▸ **Work to complete**:
Retype the data exactly, skipping any picture in it.

▸ **Data provided**:
○ ○ ○ ○

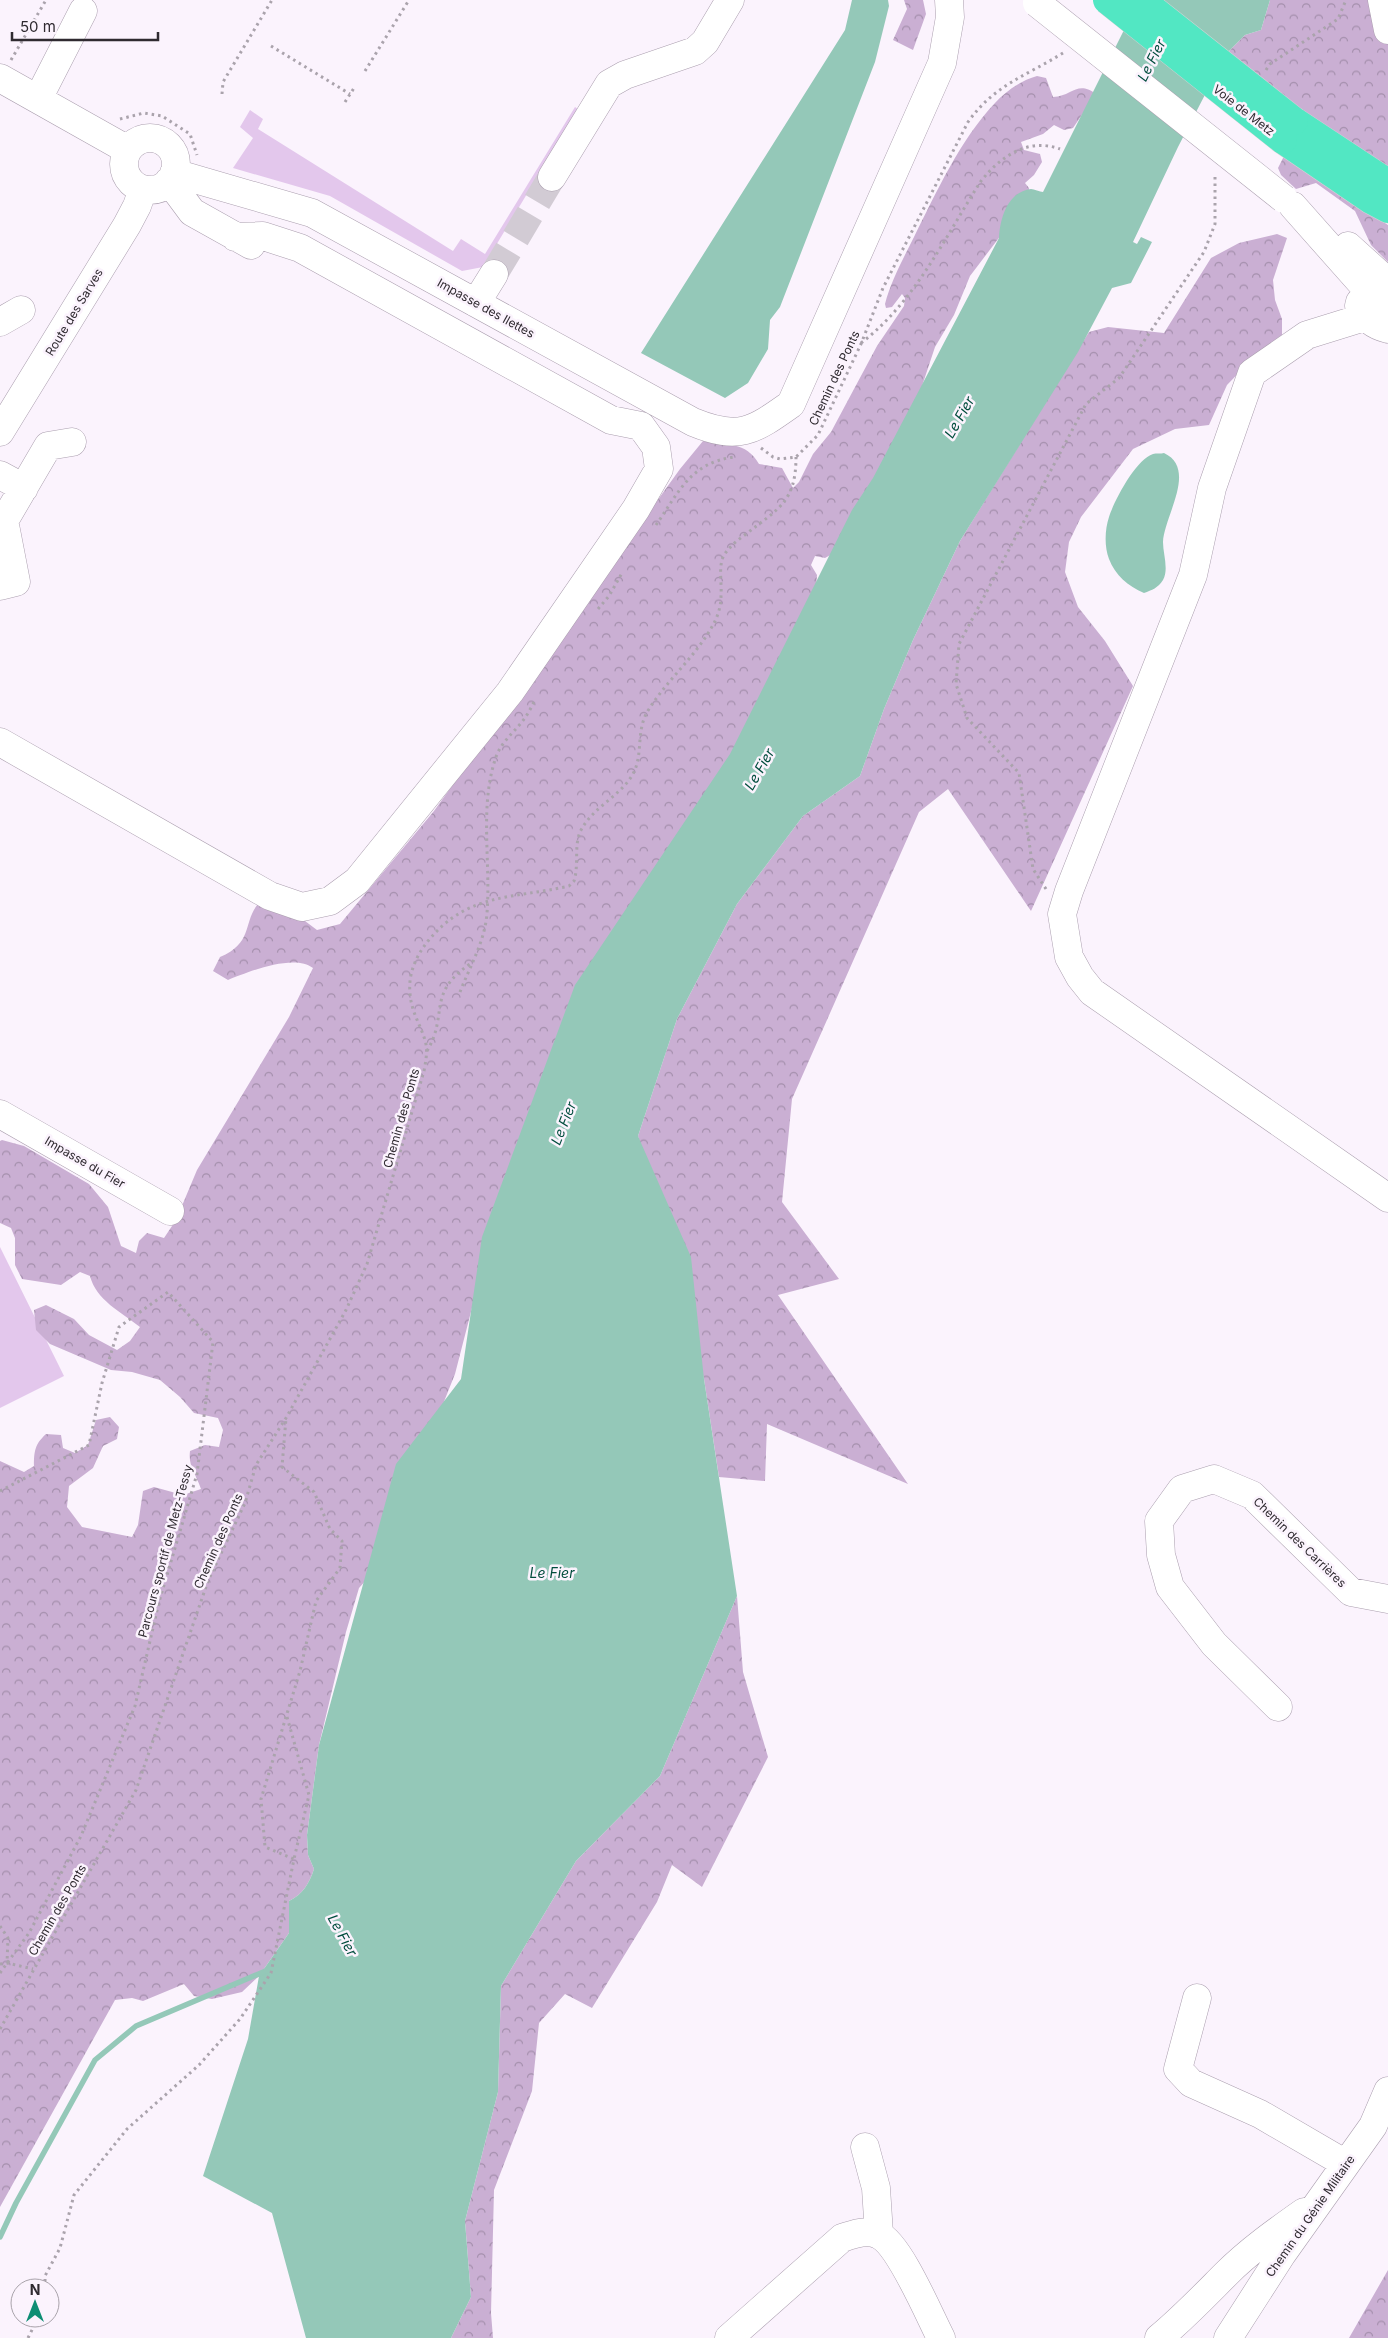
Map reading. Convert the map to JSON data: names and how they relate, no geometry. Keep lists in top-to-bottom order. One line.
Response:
{"streets":{"highway":["Voie de Metz"],"street":["Impasse des Ilettes","Route des Sarves","Impasse du Fier","Chemin des Carrières","Chemin du Génie Militaire"],"path":["Chemin des Ponts","Parcours sportif de Metz-Tessy"]},"crossings":[["Impasse des Ilettes","Route des Sarves"]],"water":["Le Fier"],"scale_bar":"50 m","north":"top"}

○ ○ ○ ○

▸ **Output**:
Map reading. Convert the map to JSON data: names and how they relate, no geometry. Keep lists in top-to-bottom order. One line.
Response:
{"streets":{"highway":["Voie de Metz"],"street":["Impasse des Ilettes","Route des Sarves","Impasse du Fier","Chemin des Carrières","Chemin du Génie Militaire"],"path":["Chemin des Ponts","Parcours sportif de Metz-Tessy"]},"crossings":[["Impasse des Ilettes","Route des Sarves"]],"water":["Le Fier"],"scale_bar":"50 m","north":"top"}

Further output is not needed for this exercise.